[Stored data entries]
━━━━━━━━

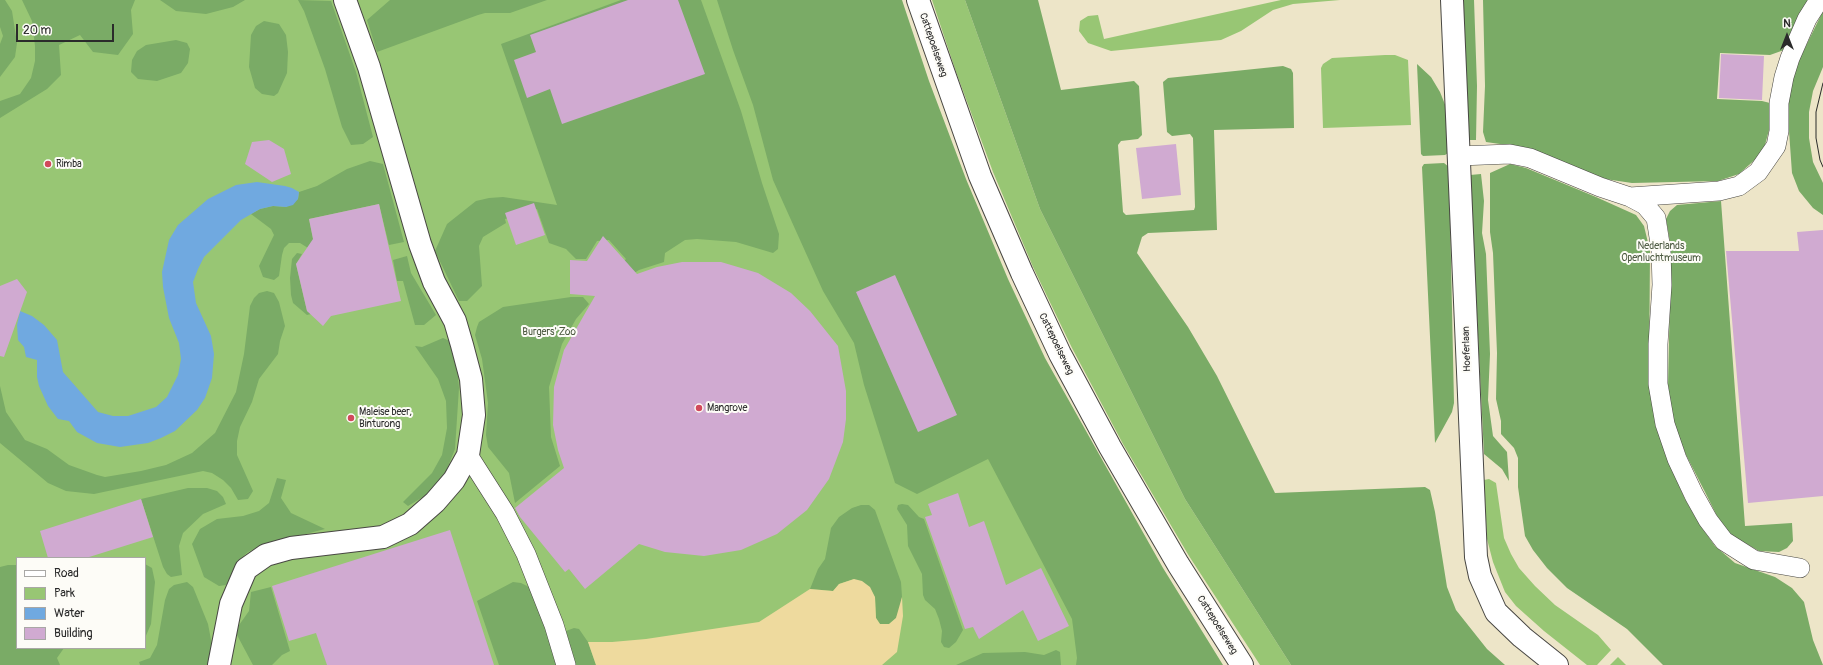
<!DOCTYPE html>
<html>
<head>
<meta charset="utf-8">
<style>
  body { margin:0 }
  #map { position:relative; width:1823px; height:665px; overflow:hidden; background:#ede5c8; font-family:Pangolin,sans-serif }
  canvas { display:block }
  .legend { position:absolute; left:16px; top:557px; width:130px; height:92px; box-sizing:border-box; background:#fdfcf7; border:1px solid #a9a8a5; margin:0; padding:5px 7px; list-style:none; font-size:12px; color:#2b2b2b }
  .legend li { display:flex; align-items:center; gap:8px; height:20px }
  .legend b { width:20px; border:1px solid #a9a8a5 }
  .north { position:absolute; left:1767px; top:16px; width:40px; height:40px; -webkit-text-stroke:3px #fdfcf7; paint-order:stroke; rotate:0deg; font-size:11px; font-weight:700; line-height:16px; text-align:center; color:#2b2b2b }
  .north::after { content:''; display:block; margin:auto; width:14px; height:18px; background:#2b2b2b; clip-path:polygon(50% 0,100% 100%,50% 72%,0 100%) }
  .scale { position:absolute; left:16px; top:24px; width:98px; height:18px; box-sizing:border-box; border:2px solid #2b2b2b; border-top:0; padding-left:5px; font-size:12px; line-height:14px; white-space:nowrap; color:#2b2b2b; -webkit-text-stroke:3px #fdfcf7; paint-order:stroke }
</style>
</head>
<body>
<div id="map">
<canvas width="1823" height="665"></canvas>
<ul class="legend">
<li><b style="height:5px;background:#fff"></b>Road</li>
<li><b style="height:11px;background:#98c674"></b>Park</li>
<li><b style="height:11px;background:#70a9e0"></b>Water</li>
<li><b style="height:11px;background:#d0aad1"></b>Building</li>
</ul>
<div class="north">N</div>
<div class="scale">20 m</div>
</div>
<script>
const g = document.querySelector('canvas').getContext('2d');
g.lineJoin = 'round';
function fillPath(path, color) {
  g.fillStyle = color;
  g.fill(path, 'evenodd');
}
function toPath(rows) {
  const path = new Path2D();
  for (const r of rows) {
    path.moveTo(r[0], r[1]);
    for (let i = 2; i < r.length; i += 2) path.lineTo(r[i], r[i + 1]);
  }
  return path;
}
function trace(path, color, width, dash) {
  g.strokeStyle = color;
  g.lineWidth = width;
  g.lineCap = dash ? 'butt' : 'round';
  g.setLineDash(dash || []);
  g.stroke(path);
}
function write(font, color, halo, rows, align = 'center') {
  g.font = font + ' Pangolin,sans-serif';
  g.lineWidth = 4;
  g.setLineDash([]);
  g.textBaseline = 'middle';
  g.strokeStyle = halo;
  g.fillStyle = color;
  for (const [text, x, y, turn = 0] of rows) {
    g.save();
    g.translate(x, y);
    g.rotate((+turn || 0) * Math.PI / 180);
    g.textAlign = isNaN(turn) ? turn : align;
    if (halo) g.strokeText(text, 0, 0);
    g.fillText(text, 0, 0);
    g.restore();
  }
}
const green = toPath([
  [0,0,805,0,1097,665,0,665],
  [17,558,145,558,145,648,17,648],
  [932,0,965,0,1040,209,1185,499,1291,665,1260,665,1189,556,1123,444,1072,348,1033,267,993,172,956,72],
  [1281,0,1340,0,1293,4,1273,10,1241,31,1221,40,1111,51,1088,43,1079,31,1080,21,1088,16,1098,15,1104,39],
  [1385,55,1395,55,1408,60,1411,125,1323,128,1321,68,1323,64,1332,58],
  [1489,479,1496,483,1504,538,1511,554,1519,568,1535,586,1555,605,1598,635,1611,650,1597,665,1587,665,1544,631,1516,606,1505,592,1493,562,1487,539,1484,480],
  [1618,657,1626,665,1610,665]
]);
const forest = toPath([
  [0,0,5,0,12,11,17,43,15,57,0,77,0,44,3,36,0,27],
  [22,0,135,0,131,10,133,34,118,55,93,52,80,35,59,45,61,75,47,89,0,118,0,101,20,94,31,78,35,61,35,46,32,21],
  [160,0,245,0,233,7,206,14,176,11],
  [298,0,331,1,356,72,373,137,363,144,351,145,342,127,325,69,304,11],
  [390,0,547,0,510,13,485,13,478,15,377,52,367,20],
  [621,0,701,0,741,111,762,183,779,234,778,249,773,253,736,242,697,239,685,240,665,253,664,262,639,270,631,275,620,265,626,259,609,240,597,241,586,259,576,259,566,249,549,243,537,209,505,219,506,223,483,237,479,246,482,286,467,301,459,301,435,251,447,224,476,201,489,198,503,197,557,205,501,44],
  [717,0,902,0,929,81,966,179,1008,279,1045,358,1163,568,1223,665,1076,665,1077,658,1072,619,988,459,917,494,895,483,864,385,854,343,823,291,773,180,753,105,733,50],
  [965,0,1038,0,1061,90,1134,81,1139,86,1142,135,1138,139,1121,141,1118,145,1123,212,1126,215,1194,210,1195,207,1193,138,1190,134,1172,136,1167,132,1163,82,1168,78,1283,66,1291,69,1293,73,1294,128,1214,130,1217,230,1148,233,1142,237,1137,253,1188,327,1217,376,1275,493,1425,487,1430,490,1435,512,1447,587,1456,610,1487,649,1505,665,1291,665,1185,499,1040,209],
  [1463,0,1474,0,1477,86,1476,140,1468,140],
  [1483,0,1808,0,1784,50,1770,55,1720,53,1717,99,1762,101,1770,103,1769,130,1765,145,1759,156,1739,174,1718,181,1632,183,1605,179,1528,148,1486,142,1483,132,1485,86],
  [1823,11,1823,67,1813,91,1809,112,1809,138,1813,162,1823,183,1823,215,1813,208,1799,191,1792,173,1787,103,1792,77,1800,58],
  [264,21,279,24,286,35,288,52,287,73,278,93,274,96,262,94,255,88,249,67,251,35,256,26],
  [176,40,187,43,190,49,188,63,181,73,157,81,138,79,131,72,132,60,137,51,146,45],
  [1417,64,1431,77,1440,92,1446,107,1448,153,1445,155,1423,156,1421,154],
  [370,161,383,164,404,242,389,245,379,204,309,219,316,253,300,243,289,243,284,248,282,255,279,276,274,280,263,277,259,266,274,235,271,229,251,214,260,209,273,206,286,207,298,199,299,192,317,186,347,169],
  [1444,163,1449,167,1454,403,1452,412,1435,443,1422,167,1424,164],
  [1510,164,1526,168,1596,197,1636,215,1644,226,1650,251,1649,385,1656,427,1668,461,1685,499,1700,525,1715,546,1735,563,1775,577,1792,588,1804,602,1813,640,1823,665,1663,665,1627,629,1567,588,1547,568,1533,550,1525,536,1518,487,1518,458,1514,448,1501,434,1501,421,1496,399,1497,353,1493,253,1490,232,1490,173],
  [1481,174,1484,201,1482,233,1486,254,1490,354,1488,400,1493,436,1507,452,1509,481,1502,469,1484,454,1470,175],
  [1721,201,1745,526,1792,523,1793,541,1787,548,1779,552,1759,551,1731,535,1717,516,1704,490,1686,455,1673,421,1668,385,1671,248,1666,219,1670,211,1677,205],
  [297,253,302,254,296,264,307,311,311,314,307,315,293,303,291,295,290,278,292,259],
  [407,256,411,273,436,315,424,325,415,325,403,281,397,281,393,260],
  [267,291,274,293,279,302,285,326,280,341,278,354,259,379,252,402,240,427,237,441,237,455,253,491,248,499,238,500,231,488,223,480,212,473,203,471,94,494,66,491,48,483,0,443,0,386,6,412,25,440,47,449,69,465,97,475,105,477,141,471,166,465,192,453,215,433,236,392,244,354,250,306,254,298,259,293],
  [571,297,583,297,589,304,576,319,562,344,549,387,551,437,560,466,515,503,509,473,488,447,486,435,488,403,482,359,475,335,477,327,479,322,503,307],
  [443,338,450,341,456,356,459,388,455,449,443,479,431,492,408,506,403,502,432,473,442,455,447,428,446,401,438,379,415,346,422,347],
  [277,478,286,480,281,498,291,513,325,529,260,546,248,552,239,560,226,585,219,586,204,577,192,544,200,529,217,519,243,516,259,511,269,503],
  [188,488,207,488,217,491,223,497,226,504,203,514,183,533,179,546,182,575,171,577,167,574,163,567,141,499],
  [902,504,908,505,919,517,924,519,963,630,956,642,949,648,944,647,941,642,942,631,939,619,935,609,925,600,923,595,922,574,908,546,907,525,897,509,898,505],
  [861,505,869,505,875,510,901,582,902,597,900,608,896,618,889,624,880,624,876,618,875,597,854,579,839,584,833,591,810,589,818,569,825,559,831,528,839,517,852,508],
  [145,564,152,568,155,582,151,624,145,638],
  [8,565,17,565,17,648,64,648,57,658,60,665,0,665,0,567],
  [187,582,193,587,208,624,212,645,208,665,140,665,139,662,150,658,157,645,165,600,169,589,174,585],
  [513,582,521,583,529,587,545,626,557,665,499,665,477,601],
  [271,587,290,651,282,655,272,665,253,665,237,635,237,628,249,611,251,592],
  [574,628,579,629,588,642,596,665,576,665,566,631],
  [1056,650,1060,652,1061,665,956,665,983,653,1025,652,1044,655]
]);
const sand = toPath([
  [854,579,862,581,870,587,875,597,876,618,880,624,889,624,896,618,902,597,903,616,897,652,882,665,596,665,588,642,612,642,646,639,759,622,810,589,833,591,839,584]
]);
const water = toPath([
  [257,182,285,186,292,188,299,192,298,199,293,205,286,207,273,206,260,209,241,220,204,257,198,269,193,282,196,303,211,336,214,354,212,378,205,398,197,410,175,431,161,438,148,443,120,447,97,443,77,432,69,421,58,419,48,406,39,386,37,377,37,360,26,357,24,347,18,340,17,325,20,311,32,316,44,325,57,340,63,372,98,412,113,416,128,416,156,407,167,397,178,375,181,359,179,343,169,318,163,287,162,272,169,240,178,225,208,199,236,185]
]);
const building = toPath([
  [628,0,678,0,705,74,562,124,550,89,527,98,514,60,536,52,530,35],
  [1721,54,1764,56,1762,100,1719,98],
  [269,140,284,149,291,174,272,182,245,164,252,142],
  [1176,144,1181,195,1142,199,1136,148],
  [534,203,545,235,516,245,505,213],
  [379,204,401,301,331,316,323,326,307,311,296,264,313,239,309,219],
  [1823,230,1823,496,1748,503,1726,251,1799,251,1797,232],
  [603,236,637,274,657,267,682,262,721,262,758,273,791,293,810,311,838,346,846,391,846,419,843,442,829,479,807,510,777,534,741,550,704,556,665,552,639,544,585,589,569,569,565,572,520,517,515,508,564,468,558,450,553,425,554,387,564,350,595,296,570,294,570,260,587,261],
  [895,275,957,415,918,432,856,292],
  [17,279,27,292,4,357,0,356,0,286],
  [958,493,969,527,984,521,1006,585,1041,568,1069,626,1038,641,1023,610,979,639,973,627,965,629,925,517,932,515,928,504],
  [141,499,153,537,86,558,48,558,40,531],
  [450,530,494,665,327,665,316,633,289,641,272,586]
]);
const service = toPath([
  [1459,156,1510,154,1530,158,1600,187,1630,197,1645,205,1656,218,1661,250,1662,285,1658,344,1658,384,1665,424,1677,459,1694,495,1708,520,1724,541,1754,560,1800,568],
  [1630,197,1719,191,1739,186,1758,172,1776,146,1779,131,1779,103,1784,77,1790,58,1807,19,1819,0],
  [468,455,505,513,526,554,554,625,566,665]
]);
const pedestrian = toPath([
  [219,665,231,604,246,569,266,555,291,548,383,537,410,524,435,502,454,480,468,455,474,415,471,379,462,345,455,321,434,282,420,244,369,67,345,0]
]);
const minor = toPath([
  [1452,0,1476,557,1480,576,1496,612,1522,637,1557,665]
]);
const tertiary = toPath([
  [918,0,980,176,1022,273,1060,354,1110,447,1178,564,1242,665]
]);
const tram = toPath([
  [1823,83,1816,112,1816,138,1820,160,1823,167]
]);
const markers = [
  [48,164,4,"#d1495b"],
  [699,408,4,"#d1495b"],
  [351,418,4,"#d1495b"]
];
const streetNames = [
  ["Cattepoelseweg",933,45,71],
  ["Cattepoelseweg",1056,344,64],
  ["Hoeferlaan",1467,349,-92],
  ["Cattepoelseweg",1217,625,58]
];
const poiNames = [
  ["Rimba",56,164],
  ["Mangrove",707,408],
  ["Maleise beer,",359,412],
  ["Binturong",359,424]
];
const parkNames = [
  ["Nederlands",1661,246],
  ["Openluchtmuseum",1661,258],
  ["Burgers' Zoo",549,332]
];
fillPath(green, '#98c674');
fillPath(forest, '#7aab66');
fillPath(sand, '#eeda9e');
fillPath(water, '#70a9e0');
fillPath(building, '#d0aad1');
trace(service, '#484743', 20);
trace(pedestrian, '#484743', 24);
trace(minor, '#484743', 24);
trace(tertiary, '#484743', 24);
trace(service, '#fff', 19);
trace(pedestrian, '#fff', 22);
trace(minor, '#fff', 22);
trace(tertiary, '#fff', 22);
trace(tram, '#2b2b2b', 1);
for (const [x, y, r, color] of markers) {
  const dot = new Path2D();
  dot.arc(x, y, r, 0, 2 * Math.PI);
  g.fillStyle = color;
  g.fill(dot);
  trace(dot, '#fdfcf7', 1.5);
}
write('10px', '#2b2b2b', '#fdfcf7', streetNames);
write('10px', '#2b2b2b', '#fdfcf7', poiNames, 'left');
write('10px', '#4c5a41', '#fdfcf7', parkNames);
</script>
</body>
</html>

━━━━━━━━

[INSTRUCTIONS FOR THE TASK]
"halo" is the string to look for; please copy every line of the records above where it appears.

[OUTPUT OF THE TASK]
function write(font, color, halo, rows, align = 'center') {
  g.strokeStyle = halo;
    if (halo) g.strokeText(text, 0, 0);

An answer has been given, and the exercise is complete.